Filter the entries that follow, copying every line in which the word "dock" appears.

TASK INPUTS
=== Begin Enclosure ===

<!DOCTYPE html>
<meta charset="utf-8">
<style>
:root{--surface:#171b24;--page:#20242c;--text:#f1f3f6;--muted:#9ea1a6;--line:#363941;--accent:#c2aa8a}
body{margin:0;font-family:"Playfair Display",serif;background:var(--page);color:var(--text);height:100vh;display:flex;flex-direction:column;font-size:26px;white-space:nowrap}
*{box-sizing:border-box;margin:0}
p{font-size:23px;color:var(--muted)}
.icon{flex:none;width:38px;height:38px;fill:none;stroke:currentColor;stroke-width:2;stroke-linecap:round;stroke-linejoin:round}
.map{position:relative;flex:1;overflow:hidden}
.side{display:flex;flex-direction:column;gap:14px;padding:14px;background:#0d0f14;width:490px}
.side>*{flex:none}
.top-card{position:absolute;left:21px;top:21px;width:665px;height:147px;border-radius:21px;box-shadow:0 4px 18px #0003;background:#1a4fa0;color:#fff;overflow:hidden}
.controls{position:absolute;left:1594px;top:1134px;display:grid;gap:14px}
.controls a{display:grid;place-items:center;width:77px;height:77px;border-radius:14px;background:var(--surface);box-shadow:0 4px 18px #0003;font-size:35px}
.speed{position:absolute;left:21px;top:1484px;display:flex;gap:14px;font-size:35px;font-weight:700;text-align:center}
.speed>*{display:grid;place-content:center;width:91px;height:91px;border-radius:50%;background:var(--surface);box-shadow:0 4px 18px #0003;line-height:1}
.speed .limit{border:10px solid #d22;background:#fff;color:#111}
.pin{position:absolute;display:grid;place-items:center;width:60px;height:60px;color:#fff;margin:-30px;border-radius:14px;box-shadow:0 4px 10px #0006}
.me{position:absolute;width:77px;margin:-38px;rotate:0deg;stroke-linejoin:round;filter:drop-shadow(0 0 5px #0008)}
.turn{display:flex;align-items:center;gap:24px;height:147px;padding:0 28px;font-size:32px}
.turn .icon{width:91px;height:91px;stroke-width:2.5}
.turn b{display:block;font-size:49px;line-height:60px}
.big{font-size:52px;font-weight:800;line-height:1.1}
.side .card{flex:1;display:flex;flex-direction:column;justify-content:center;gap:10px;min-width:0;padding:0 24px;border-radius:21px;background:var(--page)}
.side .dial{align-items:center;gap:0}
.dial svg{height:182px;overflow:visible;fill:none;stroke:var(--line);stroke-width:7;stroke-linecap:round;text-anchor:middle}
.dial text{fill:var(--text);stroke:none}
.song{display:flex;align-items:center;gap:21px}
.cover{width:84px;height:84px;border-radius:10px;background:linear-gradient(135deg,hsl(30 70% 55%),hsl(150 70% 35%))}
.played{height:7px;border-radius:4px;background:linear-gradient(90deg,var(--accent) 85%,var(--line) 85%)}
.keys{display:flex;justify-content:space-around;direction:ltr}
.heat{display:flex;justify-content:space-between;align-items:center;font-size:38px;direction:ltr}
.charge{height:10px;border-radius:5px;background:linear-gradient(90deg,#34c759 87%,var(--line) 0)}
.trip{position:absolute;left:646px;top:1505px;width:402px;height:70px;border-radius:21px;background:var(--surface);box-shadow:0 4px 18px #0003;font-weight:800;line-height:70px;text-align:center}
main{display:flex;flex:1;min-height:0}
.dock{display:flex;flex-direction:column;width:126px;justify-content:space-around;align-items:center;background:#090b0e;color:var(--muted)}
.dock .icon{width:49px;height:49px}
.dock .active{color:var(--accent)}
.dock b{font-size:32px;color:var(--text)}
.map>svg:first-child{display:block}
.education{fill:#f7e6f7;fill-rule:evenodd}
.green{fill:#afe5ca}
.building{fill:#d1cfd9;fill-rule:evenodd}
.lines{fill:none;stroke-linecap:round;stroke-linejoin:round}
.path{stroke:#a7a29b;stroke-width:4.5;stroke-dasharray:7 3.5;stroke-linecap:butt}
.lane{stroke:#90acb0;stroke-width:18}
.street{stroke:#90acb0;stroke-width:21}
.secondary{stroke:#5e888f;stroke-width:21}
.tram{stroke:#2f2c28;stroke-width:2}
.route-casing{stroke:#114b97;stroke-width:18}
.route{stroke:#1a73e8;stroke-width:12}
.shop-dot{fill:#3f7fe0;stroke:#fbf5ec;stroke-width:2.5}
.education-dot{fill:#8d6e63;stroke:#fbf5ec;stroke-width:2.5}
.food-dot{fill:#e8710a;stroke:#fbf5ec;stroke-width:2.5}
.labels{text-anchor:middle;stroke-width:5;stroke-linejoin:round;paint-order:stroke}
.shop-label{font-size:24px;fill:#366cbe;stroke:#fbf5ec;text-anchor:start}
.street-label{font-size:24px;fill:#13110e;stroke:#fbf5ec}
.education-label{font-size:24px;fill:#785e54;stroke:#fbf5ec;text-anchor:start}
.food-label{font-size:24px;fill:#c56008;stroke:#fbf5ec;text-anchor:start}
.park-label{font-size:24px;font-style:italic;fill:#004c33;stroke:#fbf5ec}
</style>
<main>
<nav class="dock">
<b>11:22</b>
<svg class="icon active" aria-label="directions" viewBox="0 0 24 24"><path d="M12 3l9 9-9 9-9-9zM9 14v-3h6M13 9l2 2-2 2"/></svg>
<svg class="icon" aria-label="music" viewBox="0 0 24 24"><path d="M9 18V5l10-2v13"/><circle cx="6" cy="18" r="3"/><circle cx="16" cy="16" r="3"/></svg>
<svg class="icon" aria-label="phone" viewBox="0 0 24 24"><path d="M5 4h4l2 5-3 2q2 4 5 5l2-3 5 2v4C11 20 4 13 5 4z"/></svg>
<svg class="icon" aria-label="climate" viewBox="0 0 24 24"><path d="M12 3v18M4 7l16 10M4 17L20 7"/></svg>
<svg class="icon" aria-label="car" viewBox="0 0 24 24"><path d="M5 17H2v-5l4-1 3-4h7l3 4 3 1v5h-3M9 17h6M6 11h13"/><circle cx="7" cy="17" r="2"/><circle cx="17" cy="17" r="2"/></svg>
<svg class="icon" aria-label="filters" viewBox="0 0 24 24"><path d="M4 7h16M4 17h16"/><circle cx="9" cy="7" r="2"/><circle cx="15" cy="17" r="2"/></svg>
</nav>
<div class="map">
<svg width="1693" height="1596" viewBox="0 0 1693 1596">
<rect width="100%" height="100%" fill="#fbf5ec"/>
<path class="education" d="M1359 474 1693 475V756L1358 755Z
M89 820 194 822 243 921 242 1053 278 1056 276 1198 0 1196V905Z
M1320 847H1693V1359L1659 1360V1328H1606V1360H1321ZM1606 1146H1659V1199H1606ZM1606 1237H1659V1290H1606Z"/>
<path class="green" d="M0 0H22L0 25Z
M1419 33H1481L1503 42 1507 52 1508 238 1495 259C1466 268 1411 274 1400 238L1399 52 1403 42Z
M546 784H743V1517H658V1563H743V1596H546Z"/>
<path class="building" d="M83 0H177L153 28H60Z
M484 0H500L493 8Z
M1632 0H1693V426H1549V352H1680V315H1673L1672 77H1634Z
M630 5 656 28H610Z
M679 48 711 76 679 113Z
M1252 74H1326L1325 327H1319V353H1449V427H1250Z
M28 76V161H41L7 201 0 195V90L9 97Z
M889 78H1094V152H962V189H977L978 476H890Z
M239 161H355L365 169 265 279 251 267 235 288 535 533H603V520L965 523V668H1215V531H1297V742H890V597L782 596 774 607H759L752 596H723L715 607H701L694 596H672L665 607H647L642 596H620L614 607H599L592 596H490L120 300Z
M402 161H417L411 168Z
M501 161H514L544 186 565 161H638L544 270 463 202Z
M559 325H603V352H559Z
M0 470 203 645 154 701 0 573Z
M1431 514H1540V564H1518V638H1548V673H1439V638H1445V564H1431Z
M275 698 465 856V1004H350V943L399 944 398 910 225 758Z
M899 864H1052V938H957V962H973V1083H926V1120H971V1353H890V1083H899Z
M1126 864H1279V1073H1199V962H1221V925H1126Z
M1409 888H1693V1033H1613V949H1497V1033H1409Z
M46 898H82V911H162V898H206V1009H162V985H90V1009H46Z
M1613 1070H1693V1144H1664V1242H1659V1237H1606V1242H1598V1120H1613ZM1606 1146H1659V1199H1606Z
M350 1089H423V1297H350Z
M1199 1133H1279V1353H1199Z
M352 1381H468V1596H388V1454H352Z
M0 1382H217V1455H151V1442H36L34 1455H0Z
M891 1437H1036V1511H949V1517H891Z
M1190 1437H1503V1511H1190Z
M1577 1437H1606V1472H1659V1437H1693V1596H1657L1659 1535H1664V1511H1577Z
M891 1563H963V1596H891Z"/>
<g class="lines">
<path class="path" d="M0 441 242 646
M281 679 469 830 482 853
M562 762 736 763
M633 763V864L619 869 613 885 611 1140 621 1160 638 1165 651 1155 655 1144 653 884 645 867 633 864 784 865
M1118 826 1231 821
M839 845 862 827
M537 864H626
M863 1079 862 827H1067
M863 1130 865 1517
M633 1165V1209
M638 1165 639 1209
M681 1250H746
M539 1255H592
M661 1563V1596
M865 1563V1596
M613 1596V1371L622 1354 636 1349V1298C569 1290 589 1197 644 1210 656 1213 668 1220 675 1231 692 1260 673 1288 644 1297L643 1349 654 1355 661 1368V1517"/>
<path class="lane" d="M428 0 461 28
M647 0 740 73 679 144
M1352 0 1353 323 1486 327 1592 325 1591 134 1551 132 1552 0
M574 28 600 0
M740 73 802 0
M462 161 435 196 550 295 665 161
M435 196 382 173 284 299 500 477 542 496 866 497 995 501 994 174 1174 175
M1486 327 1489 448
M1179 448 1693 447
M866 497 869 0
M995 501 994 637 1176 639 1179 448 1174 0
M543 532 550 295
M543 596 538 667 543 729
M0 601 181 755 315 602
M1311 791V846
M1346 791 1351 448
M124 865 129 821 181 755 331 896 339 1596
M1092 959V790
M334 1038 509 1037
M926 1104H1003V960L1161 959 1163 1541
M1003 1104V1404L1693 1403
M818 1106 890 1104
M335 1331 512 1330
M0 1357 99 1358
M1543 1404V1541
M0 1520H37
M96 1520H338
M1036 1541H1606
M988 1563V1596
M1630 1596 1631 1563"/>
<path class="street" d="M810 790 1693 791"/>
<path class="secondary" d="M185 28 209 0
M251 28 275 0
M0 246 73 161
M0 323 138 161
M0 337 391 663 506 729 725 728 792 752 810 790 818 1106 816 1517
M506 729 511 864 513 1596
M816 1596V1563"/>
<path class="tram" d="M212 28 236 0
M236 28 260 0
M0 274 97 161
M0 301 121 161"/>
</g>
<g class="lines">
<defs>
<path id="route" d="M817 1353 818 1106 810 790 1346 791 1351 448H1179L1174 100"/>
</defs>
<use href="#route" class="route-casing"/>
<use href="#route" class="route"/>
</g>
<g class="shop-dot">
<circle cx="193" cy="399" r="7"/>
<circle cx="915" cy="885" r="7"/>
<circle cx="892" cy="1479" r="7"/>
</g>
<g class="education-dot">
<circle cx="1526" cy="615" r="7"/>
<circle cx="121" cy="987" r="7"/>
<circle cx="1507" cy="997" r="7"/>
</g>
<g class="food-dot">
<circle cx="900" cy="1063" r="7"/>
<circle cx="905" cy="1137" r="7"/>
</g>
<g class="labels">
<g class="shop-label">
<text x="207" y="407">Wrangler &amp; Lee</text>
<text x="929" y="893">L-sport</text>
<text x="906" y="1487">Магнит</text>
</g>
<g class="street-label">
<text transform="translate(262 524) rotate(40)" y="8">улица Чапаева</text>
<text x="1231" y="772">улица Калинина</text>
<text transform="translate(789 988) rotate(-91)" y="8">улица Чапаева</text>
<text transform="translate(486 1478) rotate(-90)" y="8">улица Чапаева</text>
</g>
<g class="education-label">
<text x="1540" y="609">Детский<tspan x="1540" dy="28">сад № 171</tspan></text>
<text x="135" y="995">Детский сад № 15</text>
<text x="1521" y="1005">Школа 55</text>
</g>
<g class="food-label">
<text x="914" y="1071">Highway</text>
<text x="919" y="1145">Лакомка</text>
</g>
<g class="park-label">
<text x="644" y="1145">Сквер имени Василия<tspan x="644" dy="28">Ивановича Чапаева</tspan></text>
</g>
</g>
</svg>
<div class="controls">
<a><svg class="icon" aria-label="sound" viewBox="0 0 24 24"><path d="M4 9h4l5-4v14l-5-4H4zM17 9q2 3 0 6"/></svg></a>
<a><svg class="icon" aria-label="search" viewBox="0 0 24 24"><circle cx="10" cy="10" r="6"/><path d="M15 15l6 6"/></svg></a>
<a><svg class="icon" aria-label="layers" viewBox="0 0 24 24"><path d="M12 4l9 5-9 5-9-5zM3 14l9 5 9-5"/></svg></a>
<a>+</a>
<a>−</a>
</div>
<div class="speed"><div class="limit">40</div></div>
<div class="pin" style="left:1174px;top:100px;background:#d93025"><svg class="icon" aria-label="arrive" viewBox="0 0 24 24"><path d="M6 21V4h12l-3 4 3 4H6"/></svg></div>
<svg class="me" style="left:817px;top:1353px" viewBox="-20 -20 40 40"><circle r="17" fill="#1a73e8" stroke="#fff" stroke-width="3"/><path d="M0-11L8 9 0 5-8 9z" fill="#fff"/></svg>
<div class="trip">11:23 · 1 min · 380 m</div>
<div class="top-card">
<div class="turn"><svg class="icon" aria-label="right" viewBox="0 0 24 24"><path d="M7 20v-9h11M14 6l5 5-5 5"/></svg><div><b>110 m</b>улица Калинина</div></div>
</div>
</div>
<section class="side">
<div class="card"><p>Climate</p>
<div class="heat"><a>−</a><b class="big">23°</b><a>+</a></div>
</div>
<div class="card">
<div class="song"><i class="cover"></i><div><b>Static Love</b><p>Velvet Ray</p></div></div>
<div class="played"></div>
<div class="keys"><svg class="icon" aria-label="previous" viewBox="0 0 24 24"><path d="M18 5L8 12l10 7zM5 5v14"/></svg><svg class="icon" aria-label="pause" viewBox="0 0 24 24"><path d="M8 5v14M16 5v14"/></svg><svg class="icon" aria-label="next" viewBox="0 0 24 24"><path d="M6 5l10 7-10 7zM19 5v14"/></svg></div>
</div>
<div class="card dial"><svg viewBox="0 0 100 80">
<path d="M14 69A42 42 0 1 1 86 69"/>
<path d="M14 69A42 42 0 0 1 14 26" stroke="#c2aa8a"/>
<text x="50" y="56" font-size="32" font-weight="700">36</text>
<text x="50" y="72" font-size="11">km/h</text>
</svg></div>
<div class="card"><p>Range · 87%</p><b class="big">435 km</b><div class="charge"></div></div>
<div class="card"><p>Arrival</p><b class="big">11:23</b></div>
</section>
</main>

=== End Enclosure ===

WRITTEN RESPONSE
.dock{display:flex;flex-direction:column;width:126px;justify-content:space-around;align-items:center;background:#090b0e;color:var(--muted)}
.dock .icon{width:49px;height:49px}
.dock .active{color:var(--accent)}
.dock b{font-size:32px;color:var(--text)}
<nav class="dock">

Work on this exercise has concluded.